I know the equation, $y = mx + b$ where $m$ is slope and $b$ is $y$-intercept, is a straight line. But I know also that $Ax + By = C$ is a straight line equation, but how does it represent a straight line?
Solution 1:
If you solve for $y$ in $Ax+By = C$ ($B \neq 0$) you get slope-intercept form. In other words, $$By = C-Ax$$ $$y = \frac{C}{B}-\frac{Ax}{B}$$ so that $m = -A/B$ and $b = C/B$ in $y = mx+b$.
As Gonzalo points out, if $B = 0$ then we get $Ax = C$ or $x = C/A$ which is a line parallel to the $y$-axis through the point $(C/A,0)$.
Solution 2:
It is possible to think about $Ax+By=C$ in a few ways. As in other answers, you can rewrite it either in the form $x=k$ or in the form $y=mx+b$.

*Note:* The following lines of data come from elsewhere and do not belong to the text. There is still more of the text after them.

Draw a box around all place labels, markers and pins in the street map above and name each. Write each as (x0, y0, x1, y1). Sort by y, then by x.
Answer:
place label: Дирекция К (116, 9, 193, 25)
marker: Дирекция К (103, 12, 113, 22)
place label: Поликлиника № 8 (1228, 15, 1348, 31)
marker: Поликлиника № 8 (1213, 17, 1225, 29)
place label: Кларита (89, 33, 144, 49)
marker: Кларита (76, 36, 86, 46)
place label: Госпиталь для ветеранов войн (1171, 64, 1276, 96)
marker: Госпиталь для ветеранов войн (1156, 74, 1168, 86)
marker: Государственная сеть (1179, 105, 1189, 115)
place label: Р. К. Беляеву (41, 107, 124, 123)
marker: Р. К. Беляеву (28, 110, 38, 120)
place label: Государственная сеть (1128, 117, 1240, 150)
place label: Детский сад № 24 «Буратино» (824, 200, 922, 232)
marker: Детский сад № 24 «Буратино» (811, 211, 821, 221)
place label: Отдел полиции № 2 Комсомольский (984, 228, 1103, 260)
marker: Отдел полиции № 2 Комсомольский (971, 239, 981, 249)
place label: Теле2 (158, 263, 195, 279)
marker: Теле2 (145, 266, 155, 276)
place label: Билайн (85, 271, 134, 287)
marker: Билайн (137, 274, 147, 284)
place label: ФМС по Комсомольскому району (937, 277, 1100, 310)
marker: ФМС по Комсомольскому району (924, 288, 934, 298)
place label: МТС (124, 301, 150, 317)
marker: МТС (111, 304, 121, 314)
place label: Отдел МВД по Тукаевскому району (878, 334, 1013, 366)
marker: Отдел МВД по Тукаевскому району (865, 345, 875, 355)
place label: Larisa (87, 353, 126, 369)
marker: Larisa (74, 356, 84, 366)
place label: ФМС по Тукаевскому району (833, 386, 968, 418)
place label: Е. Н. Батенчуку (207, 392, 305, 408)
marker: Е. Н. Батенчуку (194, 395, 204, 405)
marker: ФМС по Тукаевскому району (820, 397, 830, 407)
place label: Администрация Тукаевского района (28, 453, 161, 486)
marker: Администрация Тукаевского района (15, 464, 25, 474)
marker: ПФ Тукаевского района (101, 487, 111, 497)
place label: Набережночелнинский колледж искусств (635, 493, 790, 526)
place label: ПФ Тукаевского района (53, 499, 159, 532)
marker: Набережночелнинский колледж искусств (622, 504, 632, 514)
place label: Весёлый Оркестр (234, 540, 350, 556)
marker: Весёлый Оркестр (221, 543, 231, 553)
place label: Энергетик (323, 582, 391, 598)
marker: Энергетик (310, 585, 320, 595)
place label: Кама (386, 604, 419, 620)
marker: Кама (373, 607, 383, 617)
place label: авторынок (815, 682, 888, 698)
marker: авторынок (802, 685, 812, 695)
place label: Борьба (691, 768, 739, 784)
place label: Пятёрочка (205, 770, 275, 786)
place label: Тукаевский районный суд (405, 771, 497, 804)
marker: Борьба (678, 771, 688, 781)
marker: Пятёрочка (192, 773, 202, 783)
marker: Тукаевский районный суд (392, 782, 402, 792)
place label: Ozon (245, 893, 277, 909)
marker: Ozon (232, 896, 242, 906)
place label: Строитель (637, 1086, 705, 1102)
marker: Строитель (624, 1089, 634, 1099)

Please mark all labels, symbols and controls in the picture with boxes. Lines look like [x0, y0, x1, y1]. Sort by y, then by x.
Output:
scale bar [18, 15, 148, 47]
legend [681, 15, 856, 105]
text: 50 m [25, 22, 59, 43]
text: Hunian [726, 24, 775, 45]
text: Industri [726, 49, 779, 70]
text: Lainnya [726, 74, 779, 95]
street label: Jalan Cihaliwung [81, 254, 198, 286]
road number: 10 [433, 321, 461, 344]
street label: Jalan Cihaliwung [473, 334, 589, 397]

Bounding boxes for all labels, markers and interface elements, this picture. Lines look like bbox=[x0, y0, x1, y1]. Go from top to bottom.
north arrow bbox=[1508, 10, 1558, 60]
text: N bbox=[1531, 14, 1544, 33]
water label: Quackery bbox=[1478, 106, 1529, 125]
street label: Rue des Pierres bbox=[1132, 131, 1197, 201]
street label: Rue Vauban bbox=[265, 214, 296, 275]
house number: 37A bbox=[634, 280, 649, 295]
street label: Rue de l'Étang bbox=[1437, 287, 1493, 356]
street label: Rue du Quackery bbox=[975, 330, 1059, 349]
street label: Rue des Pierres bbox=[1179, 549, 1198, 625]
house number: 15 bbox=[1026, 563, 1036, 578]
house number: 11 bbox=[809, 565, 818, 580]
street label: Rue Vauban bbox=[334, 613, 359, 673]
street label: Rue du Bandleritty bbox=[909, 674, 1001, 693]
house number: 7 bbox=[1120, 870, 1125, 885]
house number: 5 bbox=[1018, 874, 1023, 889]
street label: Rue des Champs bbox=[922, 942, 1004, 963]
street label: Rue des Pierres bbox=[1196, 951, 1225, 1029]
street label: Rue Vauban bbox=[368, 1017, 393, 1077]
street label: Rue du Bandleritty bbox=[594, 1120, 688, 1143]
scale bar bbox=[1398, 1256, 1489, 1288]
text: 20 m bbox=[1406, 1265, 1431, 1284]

If you know about vectors, you can think of the vector $\langle A,B\rangle$ as being some vector orthogonal (perpendicular) to the line and $C=\langle A,B\rangle\cdot\langle x_0,y_0\rangle$ for any given point $(x_0,y_0)$ on the line (see my answer here for more details on this idea).
If $A=0$ or $B=0$, then the equation describes a vertical or horizontal line, since it says that $y$ or $x$ is a constant. Given that, from here on, let's assume that $A,B\neq 0$.
As $x$ decreases by $\frac{1}{A}$, $y$ has to increase by $\frac{1}{B}$ to keep the sum $Ax+By$ constantly equal to $C$ (and vice versa if $x$ increases). Since the change in $y$ is constant for a constant change in $x$, the relationship between $x$ and $y$ is linear.
In terms of graphing from $Ax+By=C$ form, let $x=0$ so that $By=C$ or $y=\frac{C}{B}$, to get that $(0,\frac{C}{B})$ is the $y$-intercept. Similarly, $(\frac{C}{A},0)$ is the $x$-intercept. Plotting these two points and drawing the unique line through them gives the graph of $Ax+By=C$.
Solution 3:
If $B=0$ and $A\neq 0$, then the equation is simply $x=C/A$, which is a straight line parallel to the $y$-axis passing through the point $(C/A,0)$; if $B\neq 0$, then you can rewrite $Ax+By=C$ as $y=\dfrac{-A}{B}x+\dfrac{C}{B}$ which is a straight line with slope $\dfrac{-A}{B}$ and $y$-intercept $\dfrac{C}{B}$.